Dynamically resizing input for Huggingface's generate()

I would like to call Huggingface’s GenerateMixin’s generate method, model.generate, with some model such as Llama2, where on every pass, the size of input_ids does not change.

For instance, if I had an input of 3 tokens and wanted to generate up to max_length=7, then:>

Before any generation: [8 5 1 0 0 0 0]
After 1 pass: [8 5 1 3 0 0 0]
After 2 passes: [8 5 1 3 7 0 0]
…etc

is the behavior I am looking for. For some more context, I am compiling the model in a scenario where we don’t support dynamic shapes for the input, so the input size would need to remain the same on every pass/output token generated in model.generate().

Here is a script I have that works, but uses a custom loop to replace the padded token after each generated token. In this case, the input has been padded to max_length initially.

import numpy as np
import torch
from transformers import (
    AutoTokenizer,
    AutoModelForCausalLM,
    LlamaConfig,
)
max_seq_length = 20
model_name = "Maykeye/TinyLLama-v0"
model_config = LlamaConfig.from_pretrained(model_name)
model_config.use_cache = False
model_config.pad_token_id = model_config.eos_token_id
model_config.max_length = max_seq_length
model = AutoModelForCausalLM.from_pretrained(model_name, config=model_config)
model.eval()

tokenizer = AutoTokenizer.from_pretrained(model_name)
tokenizer.pad_to_max_length = True
tokenizer.pad_token = tokenizer.eos_token
tokenizer.padding_side = "right"
tokenize = lambda x: tokenizer(
    x,
    return_tensors="pt",
    padding="max_length",
    max_length=max_seq_length,
    truncation=True,
)

compiled_model = torch.compile(model)

text = "My cat is"
text_len = len(text.split())

for _ in range(max_seq_length - len(text.split())):
    encoded_input = tokenize(text)
    result = compiled_model(**encoded_input)["logits"]

    # Print the next word
    logits = result[0, text_len, :]
    softmax = torch.nn.Softmax(dim=-1)(logits)
    argmax = torch.argmax(softmax, axis=-1)
    word = tokenizer.decode(argmax)
    text_len += 1
    text += " " + word
    
print(text)

What I want to run instead is (with input padded to max length):

generated_ids = compiled_model.generate(
    encoded_input
)

After looking through generate() in GenerateMixin, I notice that in generate_no_beam_search (or beam search), generate will append to the input_ids, with no options to replace instead as far as I can tell. At line 557 in generate:

# add token and increase length by one
input_ids = torch.cat([input_ids, tokens_to_add.unsqueeze(-1)], dim=-1)
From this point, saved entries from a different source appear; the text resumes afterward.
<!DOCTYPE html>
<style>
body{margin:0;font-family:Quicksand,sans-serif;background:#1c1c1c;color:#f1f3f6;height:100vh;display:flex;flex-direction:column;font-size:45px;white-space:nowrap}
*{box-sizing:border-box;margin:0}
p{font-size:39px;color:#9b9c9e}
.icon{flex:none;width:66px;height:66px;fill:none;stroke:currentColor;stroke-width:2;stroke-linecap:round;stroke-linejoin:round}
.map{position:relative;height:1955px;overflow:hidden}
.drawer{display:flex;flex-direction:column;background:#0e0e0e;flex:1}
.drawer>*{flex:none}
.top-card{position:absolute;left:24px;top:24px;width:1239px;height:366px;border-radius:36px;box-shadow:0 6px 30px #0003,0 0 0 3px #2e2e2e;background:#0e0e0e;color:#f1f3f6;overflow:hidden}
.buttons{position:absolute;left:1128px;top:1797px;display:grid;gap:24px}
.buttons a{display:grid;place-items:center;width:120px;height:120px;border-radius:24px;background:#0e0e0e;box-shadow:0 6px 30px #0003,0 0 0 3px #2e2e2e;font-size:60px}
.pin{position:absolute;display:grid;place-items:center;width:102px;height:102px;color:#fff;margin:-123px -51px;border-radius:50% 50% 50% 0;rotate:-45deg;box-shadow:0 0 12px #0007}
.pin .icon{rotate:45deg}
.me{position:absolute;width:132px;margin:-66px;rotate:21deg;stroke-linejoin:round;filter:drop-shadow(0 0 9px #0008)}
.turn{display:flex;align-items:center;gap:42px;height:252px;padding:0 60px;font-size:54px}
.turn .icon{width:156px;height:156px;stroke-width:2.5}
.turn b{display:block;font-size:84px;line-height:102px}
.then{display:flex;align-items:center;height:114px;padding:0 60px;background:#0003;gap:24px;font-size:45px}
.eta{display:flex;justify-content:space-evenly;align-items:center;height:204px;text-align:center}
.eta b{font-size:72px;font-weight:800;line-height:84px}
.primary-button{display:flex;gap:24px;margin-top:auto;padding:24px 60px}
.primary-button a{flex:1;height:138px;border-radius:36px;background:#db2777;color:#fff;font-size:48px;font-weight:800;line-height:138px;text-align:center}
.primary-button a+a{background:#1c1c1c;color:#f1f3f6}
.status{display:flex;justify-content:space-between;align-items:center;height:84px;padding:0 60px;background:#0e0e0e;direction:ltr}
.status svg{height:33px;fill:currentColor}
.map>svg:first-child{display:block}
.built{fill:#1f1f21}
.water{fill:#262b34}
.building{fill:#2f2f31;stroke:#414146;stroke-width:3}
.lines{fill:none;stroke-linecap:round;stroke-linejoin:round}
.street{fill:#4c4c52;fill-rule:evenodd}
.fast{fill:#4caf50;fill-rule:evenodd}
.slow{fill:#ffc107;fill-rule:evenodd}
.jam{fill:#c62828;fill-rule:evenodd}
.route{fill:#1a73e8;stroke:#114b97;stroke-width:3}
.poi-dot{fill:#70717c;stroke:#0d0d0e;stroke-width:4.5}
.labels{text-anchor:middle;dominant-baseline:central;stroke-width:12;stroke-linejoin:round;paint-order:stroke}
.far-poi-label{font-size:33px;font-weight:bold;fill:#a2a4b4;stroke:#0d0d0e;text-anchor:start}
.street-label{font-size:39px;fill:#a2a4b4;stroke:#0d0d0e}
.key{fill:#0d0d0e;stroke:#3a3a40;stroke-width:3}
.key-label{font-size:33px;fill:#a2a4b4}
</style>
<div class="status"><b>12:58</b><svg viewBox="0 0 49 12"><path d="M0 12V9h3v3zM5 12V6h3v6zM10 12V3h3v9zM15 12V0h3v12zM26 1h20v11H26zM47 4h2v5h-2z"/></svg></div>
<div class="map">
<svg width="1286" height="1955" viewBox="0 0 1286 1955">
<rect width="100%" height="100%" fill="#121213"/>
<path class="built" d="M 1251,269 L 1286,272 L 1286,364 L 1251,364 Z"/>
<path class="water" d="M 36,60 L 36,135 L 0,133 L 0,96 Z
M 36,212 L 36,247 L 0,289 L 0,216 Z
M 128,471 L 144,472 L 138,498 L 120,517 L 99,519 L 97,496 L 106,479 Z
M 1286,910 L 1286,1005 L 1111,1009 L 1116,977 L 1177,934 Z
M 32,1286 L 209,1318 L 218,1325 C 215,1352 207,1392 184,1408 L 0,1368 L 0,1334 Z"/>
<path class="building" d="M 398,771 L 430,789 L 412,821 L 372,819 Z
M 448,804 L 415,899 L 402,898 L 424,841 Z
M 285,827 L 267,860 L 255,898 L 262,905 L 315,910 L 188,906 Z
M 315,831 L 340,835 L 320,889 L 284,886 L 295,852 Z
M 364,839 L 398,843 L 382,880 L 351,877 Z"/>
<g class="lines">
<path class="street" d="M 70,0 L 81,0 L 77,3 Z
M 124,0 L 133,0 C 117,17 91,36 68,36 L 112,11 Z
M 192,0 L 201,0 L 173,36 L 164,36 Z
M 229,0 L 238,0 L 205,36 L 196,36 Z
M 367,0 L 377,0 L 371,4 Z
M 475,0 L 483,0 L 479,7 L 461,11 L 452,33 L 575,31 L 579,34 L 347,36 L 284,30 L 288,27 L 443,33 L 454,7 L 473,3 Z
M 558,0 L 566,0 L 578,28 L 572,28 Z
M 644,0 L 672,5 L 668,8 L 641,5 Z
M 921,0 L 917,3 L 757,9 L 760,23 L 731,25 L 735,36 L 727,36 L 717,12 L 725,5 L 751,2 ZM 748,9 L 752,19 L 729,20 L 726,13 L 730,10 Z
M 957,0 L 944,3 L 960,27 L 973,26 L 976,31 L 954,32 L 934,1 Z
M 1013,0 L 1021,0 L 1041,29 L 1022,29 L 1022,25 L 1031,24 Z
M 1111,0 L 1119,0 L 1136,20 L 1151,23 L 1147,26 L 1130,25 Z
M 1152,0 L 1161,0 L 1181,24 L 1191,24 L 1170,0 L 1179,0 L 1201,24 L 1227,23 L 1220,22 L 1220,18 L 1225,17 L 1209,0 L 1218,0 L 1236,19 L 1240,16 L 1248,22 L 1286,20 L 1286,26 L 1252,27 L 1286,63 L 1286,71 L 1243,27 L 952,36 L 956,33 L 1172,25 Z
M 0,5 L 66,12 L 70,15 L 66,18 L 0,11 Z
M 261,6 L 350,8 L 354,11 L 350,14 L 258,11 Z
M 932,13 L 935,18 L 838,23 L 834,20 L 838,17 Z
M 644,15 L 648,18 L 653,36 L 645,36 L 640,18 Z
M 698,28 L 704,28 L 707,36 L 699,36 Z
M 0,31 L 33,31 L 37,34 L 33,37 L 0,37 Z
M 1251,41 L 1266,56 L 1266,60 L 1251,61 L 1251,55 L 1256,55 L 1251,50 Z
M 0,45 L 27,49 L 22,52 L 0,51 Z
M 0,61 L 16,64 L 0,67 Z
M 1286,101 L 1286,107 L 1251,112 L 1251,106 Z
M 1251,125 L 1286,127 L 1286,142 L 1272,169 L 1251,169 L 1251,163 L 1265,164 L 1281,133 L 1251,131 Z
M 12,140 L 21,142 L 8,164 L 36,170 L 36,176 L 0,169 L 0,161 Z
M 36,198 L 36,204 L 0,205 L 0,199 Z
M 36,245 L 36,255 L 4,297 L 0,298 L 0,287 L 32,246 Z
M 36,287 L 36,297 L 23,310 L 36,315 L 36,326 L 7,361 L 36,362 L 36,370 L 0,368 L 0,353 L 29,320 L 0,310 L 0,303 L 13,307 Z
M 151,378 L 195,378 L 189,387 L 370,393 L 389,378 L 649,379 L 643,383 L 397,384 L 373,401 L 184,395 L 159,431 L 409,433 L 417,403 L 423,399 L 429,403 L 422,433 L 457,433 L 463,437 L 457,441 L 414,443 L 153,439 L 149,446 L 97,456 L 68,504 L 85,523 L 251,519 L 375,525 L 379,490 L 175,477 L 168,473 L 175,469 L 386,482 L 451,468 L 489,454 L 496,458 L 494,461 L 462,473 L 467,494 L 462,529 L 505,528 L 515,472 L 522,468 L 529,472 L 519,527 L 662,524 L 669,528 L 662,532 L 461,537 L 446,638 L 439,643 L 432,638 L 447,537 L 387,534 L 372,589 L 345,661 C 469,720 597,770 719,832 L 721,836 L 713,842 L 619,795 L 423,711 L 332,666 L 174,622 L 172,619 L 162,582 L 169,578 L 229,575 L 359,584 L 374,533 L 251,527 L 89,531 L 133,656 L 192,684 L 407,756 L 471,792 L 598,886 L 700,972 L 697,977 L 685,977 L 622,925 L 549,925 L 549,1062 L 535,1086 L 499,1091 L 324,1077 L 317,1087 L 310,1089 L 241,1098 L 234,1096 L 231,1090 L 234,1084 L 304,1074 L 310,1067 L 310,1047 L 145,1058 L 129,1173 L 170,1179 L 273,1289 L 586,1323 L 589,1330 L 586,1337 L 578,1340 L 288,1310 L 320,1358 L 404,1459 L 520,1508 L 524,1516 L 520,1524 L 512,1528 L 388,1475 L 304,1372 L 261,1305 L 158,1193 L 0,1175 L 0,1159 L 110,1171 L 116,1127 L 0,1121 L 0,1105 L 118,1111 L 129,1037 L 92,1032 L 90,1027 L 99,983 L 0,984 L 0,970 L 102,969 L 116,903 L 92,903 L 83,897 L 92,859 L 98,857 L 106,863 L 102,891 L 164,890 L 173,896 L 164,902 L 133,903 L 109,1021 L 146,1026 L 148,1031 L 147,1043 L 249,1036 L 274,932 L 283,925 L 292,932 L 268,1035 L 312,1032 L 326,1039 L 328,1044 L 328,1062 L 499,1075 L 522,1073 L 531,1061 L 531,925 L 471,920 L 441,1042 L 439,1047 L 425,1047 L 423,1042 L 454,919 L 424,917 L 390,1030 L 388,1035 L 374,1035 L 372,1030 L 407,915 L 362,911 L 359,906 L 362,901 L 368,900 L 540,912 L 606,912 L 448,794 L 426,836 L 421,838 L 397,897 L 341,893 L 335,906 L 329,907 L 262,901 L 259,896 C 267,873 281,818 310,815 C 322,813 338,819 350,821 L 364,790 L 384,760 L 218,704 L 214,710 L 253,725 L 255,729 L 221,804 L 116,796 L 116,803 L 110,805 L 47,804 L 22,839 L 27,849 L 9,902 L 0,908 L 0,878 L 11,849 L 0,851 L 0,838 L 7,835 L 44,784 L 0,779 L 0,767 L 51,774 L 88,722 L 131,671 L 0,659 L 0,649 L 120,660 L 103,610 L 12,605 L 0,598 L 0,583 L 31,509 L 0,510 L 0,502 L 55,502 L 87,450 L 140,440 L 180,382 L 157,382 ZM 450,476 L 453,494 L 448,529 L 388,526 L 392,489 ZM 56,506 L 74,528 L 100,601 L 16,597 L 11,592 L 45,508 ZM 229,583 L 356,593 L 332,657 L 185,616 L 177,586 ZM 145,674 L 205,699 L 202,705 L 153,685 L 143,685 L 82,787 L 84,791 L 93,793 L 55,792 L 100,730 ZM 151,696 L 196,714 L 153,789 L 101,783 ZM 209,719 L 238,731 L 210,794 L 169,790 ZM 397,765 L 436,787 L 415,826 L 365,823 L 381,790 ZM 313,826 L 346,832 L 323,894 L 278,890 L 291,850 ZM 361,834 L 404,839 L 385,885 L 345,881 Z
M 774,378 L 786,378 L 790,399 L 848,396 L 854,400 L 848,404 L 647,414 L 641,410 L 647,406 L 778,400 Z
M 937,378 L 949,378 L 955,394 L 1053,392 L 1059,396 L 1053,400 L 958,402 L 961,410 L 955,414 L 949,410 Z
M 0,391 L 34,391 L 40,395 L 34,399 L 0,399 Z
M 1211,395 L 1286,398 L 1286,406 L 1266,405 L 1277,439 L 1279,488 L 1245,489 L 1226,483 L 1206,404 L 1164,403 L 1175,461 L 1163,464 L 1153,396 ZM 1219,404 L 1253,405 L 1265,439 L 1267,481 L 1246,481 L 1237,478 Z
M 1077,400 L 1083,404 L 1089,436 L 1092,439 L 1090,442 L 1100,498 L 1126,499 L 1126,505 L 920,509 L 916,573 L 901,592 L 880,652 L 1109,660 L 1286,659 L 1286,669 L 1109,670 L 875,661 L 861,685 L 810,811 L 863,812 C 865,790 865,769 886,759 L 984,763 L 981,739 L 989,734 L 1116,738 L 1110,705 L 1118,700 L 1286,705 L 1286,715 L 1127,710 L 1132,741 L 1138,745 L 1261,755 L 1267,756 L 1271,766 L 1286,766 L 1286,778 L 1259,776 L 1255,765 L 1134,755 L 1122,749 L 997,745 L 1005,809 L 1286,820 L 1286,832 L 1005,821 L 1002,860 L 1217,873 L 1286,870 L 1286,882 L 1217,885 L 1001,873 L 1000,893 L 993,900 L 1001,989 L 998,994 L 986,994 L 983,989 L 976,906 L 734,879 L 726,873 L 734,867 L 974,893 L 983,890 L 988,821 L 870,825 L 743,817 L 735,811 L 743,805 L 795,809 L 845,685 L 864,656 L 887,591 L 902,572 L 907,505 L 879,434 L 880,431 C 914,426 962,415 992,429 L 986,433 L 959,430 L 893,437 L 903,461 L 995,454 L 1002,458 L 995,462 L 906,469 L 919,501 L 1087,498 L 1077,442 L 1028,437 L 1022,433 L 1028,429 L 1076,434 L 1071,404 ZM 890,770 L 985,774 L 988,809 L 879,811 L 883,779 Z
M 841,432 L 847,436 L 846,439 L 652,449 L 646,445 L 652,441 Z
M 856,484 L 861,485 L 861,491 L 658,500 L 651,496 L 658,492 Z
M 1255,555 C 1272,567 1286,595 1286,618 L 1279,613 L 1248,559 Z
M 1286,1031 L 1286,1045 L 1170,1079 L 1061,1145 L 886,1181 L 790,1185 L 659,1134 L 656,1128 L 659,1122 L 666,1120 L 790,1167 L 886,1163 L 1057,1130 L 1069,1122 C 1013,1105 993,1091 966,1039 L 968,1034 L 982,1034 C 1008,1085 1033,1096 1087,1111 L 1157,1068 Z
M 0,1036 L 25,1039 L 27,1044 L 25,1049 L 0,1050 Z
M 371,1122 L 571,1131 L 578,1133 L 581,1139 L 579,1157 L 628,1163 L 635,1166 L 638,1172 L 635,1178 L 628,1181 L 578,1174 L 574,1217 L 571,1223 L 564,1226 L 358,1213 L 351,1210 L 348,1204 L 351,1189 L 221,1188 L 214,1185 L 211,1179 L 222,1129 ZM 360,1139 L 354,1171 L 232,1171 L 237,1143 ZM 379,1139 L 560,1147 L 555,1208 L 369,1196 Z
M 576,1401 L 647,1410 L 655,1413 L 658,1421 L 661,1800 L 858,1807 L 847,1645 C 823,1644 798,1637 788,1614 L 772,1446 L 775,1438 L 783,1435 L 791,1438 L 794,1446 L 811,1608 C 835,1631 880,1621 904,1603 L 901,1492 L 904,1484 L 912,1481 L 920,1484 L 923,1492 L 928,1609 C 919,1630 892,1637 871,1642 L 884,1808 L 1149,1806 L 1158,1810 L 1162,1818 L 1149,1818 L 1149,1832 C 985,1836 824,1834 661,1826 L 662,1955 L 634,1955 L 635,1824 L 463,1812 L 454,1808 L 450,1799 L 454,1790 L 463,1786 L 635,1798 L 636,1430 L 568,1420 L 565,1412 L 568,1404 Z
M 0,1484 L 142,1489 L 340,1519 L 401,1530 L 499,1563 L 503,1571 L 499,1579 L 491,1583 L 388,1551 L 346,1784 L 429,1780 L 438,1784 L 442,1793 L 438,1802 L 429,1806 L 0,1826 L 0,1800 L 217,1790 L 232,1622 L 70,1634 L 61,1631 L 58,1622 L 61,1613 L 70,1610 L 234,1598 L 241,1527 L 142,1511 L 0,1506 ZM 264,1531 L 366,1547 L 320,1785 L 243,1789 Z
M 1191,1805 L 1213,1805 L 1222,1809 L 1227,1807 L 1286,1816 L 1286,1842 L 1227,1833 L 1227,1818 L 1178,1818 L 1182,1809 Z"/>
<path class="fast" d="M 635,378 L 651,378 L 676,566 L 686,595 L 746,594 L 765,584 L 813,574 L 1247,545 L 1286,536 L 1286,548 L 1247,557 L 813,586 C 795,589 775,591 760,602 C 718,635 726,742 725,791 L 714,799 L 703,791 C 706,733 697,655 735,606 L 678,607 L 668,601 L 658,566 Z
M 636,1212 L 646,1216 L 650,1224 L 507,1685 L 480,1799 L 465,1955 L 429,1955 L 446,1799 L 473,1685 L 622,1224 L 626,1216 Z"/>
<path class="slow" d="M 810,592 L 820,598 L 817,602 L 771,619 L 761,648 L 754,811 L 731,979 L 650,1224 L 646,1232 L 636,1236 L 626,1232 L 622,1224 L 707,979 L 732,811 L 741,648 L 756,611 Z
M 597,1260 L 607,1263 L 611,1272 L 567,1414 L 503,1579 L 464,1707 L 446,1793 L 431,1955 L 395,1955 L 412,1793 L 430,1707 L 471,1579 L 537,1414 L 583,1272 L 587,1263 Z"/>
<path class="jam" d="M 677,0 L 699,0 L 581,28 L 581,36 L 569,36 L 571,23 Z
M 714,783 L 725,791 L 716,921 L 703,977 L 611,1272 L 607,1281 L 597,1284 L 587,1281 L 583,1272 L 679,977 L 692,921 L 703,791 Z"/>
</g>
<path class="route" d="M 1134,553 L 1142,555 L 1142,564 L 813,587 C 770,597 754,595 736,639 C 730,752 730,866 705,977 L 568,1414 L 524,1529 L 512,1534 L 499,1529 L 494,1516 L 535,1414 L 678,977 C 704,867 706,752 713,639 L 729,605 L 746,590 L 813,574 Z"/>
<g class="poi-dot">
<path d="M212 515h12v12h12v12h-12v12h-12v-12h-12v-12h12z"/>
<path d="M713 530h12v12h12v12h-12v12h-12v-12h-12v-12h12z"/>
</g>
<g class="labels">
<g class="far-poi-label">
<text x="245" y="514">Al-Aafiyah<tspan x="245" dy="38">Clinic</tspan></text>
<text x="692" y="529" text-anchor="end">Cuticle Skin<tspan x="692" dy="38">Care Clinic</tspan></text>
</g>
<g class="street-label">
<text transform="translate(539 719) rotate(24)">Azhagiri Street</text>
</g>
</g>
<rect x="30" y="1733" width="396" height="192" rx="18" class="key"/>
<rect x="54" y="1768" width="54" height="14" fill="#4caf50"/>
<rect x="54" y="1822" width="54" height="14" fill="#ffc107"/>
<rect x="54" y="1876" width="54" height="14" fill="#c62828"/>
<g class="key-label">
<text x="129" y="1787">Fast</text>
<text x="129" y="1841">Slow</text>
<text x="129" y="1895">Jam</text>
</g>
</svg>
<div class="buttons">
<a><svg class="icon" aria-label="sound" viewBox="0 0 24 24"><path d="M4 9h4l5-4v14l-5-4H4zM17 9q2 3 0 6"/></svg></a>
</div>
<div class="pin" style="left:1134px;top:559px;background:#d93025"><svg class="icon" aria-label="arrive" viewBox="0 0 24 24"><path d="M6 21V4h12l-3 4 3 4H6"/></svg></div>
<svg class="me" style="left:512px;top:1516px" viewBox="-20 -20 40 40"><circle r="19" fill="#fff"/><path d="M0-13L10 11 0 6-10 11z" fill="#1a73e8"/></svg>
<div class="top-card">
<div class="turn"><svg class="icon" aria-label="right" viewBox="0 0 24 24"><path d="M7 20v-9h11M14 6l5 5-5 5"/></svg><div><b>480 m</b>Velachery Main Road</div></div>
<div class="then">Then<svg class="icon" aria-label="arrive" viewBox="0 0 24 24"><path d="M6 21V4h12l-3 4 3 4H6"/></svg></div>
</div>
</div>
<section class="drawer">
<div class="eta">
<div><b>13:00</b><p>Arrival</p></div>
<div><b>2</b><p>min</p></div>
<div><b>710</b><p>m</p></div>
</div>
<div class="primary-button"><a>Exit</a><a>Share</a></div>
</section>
I wanted to ask if it is intentional that generate does not support replacing padded tokens in-place, and

  1. Is it intentional that generate() doesn’t support replacing padded tokens in-place? If so, why? Is this use case uncommon?
  2. If not intentional, will this functionality be supported in the future? When can we expect it?

Mainly, I would like to be able to use generate() with the example I showed above, so any suggestions would be greatly appreciated. It would have to be a solution that does not require me to change the source code of generate() directly, re-write any parts of generate() in my own library, etc.